Biallelic variants in CHCHD4 are associated with combined OXPHOS defect leading to mitochondrial disease.

Abstract

Mitochondrial disorders show remarkable clinical and genetic heterogeneity, and result from variants in either mitochondrial- or nuclear-encoded genes. CHCHD4 is a component of the mitochondrial import and assembly pathway that imports small cysteine-containing substrates.
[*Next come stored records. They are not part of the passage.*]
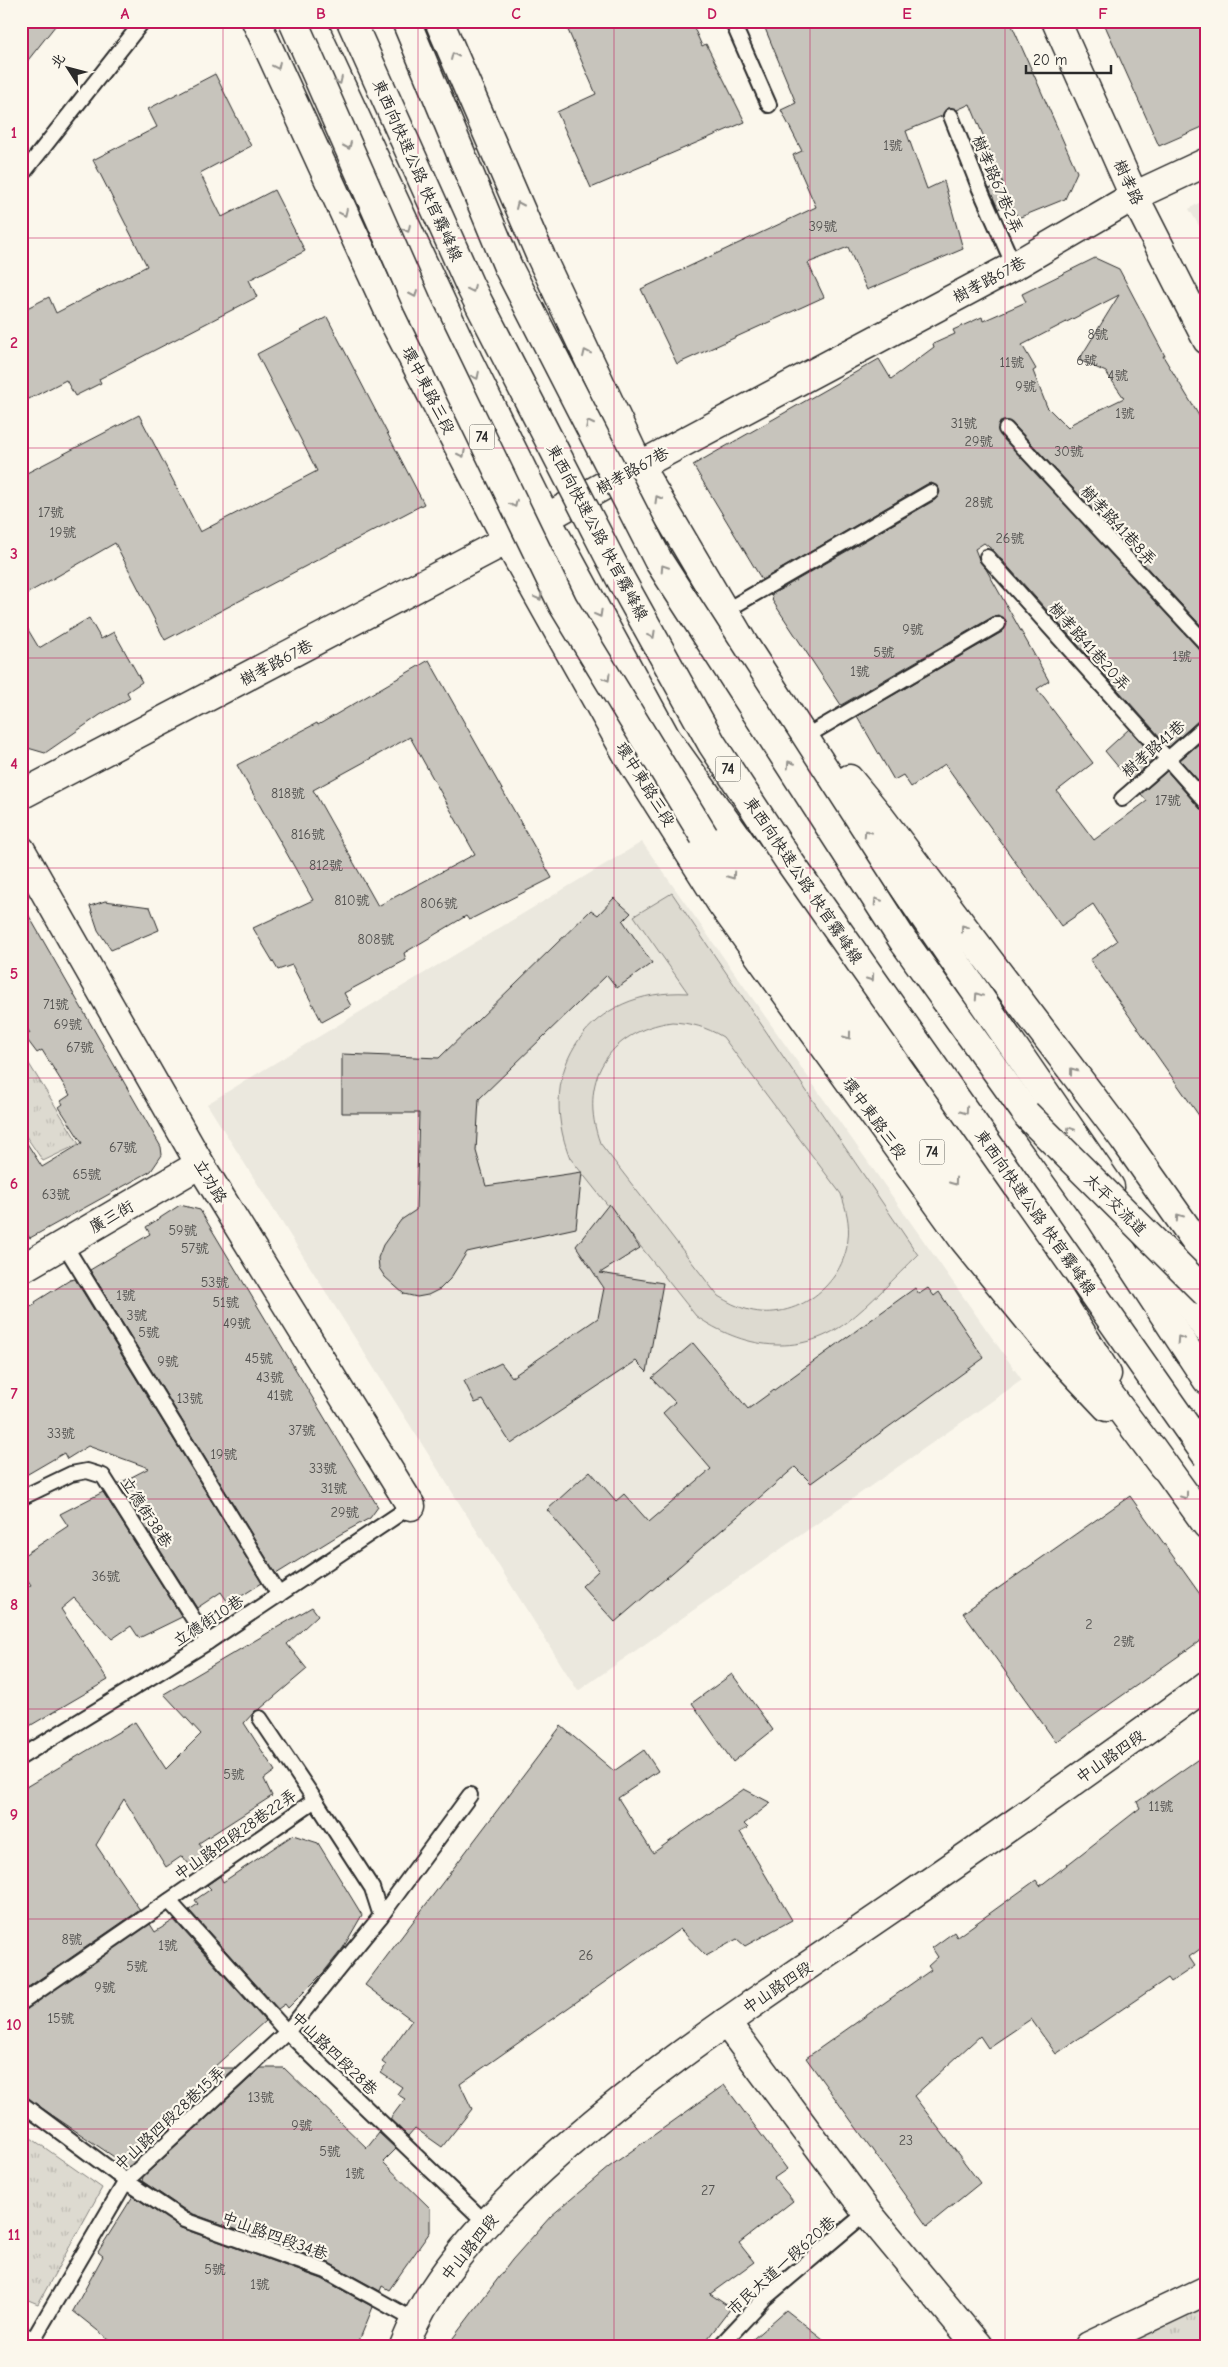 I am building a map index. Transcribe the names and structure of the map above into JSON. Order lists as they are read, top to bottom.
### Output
{
  "streets": {
    "main road": [
      "東西向快速公路 快官霧峰線",
      "樹孝路",
      "樹孝路67巷",
      "環中東路三段",
      "74",
      "立功路",
      "太平交流道",
      "廣三街",
      "中山路四段"
    ],
    "lane": [
      "樹孝路67巷2弄",
      "樹孝路41巷8弄",
      "樹孝路41巷20弄",
      "樹孝路41巷",
      "立德街38巷",
      "立德街10巷",
      "中山路四段28巷22弄",
      "中山路四段28巷",
      "中山路四段28巷15弄",
      "中山路四段34巷",
      "市民大道一段620巷"
    ]
  },
  "crossings": [
    ["樹孝路", "樹孝路67巷"],
    ["樹孝路67巷2弄", "樹孝路67巷"],
    ["樹孝路67巷", "環中東路三段"],
    ["環中東路三段", "74"],
    ["樹孝路41巷20弄", "樹孝路41巷"],
    ["立功路", "廣三街"],
    ["立功路", "立德街10巷"],
    ["立德街38巷", "立德街10巷"],
    ["中山路四段", "中山路四段28巷"],
    ["中山路四段", "中山路四段34巷"],
    ["中山路四段28巷22弄", "中山路四段28巷"],
    ["中山路四段28巷", "中山路四段28巷15弄"],
    ["中山路四段28巷15弄", "中山路四段34巷"]
  ],
  "house_numbers": [
    "1號",
    "39號",
    "8號",
    "6號",
    "11號",
    "4號",
    "9號",
    "1號",
    "31號",
    "29號",
    "30號",
    "28號",
    "17號",
    "19號",
    "26號",
    "9號",
    "5號",
    "1號",
    "1號",
    "818號",
    "17號",
    "816號",
    "812號",
    "810號",
    "806號",
    "808號",
    "71號",
    "69號",
    "67號",
    "67號",
    "65號",
    "63號",
    "59號",
    "57號",
    "53號",
    "1號",
    "51號",
    "3號",
    "49號",
    "5號",
    "45號",
    "9號",
    "43號",
    "41號",
    "13號",
    "37號",
    "33號",
    "19號",
    "33號",
    "31號",
    "29號",
    "36號",
    "2",
    "2號",
    "5號",
    "11號",
    "8號",
    "1號",
    "26",
    "5號",
    "9號",
    "15號",
    "13號",
    "9號",
    "23",
    "5號",
    "1號",
    "27",
    "5號",
    "1號"
  ],
  "scale_bar": "20 m",
  "north": "top left",
  "grid": {
    "columns": [
      "A",
      "B",
      "C",
      "D",
      "E",
      "F"
    ],
    "rows": [
      "1",
      "2",
      "3",
      "4",
      "5",
      "6",
      "7",
      "8",
      "9",
      "10",
      "11"
    ]
  }
}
We report a pediatric patient with biallelic CHCHD4 variants who presented with severe neurological regression and early death. Western blot analysis showed decreased levels of CHCHD4 and diminished assembly of complexes I and IV in his fibroblasts. To demonstrate that CHCHD4 variants were responsible for the observed biochemical phenotype, we overexpressed wild-type CHCHD4 in control and subject fibroblasts, restoring levels of complex I and IV proteins and the associated assembly defects Proteomic studies pointed to electron transport and complex I biogenesis as the main dysregulated pathways and showed a severe loss of several complex I and IV proteins and/or assembly factors rescued by overexpression of wild-type CHCHD4. CHCHD4 has numerous targets and interacting factors and is involved in the export of iron-sulfur clusters synthesized inside mitochondria. Surprisingly, few of these interacting factors or non-mitochondrial functions were impacted by the observed CHCHD4 defect. In conclusion, our work establishes CHCHD4 deficiency as a cause of dysregulated mitochondrial protein import resulting in a severe neurological condition.